#### Exercise prompt
Where the string "from" appears in a line of the material below, copy that line.

-- -- --

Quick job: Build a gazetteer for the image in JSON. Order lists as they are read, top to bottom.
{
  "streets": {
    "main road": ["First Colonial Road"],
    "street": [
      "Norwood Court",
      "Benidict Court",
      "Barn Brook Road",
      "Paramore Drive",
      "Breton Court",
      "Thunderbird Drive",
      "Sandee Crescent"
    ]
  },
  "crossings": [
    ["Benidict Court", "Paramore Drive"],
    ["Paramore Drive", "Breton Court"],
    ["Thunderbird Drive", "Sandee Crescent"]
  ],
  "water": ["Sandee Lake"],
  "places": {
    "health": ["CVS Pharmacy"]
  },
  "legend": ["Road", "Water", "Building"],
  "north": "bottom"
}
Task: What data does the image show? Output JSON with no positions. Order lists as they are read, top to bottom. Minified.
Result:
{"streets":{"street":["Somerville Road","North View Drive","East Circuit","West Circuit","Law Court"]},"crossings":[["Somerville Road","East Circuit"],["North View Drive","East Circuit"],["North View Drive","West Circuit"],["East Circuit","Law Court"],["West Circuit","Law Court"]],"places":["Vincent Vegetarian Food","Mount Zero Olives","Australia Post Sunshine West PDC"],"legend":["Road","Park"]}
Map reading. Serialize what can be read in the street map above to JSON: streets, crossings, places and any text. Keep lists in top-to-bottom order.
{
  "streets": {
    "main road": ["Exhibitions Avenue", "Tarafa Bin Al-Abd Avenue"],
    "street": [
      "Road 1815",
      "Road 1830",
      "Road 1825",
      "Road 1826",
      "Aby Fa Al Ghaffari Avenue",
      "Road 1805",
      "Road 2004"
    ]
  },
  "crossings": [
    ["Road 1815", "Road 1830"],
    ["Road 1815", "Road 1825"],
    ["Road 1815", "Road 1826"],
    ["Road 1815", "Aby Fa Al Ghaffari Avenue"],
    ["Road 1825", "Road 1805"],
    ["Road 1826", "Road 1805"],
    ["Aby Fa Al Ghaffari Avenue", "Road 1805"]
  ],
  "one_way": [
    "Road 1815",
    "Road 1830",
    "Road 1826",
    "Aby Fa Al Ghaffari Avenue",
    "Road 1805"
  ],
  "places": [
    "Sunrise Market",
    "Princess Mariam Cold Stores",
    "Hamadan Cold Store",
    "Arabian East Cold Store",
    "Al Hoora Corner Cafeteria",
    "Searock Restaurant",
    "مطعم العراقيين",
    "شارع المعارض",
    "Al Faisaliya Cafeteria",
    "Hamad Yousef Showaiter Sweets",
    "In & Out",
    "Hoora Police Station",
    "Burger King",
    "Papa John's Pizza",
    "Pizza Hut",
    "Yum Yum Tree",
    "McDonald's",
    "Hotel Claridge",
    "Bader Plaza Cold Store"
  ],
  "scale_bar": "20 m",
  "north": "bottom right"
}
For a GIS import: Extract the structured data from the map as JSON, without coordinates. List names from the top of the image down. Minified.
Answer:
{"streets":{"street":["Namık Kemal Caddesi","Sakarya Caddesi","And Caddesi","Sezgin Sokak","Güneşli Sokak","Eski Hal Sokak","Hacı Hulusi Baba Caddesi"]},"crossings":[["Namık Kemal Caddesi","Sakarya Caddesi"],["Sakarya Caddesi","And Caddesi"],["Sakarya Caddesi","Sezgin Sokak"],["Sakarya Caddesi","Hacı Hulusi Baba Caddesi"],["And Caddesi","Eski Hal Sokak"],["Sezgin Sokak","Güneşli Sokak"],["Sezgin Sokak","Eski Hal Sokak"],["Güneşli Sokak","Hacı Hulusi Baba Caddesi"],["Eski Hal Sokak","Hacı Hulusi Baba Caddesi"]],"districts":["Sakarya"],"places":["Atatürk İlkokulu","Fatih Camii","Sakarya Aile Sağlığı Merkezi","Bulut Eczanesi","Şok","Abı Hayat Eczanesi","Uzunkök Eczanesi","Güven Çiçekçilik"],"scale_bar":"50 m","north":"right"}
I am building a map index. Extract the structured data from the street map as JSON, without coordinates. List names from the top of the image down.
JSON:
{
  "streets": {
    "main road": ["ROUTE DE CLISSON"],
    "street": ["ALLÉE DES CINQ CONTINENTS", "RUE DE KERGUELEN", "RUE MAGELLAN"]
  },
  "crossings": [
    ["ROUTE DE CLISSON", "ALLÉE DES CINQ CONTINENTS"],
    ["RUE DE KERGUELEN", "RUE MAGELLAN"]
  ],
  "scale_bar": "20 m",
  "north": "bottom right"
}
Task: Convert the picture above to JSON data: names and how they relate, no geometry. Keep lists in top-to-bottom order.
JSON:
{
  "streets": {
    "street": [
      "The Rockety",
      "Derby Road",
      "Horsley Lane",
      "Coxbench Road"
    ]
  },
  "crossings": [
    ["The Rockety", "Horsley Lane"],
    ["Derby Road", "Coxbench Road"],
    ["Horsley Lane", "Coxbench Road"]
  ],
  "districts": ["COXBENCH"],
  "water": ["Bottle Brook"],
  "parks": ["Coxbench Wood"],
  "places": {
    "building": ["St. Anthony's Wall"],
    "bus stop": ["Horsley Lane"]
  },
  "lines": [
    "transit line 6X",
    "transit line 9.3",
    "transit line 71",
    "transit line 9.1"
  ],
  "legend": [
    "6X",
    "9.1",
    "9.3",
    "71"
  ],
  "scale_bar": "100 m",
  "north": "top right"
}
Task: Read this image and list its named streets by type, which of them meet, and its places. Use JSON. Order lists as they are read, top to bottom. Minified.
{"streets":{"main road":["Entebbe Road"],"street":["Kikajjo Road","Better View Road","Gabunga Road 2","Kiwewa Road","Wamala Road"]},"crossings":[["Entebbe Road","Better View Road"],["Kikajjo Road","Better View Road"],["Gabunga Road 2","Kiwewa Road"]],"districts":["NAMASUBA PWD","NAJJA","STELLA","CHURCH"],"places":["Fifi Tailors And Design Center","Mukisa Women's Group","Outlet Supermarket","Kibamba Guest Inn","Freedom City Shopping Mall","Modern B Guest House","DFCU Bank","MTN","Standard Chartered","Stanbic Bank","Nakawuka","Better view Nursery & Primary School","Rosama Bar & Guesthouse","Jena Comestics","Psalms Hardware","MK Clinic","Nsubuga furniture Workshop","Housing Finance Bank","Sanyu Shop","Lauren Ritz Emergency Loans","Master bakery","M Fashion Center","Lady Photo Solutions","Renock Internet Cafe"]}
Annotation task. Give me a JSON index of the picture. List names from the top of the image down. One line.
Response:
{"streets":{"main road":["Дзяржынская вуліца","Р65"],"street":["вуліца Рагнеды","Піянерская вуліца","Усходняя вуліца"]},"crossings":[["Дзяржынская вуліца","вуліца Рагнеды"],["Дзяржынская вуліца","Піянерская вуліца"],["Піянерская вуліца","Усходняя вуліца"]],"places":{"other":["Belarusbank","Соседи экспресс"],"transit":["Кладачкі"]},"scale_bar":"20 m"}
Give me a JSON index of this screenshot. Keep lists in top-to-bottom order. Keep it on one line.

-- -- --

#### Answer to the problem
For a GIS import: Extract the structured data from the map as JSON, without coordinates. List names from the top of the image down. Minified.
I am building a map index. Extract the structured data from the street map as JSON, without coordinates. List names from the top of the image down.
Annotation task. Give me a JSON index of the picture. List names from the top of the image down. One line.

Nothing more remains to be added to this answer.